TASK ITEM
Wherever a line holds the word "halo", copy that line from the data.

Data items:
^^^^^^^^
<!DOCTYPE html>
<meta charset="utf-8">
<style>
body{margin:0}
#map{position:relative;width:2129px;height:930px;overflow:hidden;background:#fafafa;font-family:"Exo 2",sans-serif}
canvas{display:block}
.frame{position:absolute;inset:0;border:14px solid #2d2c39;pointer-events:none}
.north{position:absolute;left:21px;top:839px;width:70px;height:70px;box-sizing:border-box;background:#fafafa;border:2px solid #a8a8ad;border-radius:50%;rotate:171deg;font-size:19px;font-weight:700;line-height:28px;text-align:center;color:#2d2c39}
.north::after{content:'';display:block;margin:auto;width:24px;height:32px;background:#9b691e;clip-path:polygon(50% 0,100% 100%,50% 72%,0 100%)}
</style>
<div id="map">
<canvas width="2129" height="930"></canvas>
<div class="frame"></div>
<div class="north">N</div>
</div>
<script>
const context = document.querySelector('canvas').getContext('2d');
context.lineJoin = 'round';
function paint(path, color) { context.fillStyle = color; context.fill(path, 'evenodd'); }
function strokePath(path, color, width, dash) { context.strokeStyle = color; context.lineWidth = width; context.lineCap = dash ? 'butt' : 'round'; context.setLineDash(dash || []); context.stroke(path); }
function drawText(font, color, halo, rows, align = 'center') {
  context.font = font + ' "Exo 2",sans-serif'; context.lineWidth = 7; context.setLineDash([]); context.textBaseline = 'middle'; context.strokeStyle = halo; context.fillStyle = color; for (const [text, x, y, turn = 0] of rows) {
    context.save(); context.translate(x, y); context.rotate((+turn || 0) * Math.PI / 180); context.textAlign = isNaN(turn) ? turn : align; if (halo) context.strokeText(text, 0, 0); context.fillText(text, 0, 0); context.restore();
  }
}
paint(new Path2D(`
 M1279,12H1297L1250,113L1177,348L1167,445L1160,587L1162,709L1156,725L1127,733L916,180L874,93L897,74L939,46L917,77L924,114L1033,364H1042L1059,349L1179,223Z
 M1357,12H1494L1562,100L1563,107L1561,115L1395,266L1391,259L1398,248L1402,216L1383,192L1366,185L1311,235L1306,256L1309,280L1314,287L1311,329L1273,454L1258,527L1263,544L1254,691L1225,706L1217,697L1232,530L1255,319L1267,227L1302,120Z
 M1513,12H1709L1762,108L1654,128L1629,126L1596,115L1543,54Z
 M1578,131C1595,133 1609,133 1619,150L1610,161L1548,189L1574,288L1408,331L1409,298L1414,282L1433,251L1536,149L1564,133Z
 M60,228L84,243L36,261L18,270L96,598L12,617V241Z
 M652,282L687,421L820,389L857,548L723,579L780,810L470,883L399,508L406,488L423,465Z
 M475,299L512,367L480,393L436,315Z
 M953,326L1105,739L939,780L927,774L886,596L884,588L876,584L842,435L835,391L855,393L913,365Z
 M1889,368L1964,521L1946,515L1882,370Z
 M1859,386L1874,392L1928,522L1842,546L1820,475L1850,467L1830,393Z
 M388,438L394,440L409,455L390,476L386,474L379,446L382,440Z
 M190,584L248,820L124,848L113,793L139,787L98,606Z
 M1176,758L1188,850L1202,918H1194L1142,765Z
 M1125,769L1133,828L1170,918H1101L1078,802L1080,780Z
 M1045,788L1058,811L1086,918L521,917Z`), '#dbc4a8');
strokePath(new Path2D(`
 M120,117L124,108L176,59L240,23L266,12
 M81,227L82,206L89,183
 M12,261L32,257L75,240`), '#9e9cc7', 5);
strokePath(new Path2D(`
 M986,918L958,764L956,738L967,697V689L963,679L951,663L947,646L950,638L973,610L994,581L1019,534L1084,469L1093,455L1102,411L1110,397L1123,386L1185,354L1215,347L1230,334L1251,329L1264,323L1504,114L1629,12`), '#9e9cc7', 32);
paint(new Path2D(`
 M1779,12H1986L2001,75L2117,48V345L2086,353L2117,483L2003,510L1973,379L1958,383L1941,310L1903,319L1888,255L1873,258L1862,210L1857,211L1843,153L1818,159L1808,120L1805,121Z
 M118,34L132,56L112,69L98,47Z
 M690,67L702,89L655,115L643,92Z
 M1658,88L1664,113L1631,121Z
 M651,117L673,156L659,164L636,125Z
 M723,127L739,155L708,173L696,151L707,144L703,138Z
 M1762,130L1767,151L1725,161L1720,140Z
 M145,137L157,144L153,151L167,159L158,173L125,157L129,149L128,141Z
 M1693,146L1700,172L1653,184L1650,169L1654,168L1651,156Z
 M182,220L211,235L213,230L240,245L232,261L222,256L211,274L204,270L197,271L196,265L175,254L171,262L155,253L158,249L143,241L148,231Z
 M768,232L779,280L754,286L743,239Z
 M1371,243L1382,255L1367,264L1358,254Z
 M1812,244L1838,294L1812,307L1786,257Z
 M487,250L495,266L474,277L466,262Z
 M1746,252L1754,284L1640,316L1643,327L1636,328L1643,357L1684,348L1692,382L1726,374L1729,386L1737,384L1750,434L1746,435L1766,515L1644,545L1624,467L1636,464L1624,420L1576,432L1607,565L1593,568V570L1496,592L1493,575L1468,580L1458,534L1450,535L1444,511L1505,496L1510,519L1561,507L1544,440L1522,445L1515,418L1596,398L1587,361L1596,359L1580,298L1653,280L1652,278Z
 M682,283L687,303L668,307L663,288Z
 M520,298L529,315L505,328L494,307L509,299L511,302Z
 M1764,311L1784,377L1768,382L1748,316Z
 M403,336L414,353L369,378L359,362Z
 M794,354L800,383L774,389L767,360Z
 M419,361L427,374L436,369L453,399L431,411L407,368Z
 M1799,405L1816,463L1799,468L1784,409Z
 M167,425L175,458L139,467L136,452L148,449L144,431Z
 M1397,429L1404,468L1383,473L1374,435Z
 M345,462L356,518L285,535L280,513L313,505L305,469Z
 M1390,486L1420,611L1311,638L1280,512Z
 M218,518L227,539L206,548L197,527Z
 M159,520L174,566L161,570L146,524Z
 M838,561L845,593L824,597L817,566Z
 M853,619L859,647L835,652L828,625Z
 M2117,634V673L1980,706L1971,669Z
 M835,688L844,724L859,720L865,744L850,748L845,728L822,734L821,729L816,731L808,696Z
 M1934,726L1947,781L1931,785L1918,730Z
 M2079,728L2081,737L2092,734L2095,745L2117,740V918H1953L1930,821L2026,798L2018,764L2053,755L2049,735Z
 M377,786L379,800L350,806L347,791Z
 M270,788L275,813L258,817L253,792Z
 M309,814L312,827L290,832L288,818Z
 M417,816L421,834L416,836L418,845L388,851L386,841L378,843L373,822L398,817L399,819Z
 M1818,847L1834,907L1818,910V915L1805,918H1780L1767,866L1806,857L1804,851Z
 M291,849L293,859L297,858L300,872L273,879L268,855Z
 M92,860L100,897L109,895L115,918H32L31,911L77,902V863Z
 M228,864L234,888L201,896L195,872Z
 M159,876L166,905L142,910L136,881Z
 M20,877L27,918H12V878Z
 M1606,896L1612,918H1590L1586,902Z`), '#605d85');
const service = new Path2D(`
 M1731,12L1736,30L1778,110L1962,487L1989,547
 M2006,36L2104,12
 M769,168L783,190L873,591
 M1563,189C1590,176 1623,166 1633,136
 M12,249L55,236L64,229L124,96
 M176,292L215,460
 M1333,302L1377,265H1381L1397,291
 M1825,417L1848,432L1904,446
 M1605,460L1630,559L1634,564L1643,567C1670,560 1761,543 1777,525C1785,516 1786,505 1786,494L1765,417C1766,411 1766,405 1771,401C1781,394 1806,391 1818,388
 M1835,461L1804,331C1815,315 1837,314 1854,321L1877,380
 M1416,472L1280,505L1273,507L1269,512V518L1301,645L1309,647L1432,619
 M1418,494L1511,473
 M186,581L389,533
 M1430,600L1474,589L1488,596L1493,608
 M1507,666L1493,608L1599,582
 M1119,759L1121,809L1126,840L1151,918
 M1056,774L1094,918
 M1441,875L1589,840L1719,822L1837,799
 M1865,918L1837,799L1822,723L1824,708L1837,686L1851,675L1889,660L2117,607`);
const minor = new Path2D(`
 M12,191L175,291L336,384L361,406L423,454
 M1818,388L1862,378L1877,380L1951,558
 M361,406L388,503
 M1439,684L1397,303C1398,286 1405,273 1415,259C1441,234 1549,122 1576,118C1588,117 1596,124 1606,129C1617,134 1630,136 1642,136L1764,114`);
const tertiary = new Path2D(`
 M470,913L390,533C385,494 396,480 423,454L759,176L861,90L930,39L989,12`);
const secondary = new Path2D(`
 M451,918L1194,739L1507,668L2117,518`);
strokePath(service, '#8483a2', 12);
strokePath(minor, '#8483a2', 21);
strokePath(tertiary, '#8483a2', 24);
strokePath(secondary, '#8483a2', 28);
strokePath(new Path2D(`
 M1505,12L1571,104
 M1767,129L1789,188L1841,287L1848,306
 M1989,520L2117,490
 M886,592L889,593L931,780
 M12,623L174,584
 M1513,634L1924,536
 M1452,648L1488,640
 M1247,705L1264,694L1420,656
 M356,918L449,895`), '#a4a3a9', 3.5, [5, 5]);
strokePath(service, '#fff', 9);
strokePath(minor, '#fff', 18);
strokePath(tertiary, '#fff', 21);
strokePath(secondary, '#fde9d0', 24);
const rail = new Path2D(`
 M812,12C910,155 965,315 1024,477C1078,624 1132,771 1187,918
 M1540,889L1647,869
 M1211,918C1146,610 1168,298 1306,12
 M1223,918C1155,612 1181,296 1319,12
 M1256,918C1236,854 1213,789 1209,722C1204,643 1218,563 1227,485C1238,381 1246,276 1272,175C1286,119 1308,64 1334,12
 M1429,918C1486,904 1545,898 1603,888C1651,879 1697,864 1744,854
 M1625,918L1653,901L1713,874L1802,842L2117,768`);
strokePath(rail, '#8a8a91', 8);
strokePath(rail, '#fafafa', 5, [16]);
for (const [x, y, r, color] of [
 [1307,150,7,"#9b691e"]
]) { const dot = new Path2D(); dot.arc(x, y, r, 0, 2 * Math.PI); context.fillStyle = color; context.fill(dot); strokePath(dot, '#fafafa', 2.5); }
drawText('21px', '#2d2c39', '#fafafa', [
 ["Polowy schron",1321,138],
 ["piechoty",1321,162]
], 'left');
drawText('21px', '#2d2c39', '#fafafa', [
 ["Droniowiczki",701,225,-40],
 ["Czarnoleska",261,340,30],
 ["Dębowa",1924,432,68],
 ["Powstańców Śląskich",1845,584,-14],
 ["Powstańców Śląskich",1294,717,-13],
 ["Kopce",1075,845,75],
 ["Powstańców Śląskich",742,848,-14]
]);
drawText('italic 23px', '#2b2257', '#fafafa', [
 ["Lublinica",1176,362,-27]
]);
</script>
^^^^^^^^
WRITTEN SOLUTION
function drawText(font, color, halo, rows, align = 'center') {
  context.font = font + ' "Exo 2",sans-serif'; context.lineWidth = 7; context.setLineDash([]); context.textBaseline = 'middle'; context.strokeStyle = halo; context.fillStyle = color; for (const [text, x, y, turn = 0] of rows) {
    context.save(); context.translate(x, y); context.rotate((+turn || 0) * Math.PI / 180); context.textAlign = isNaN(turn) ? turn : align; if (halo) context.strokeText(text, 0, 0); context.fillText(text, 0, 0); context.restore();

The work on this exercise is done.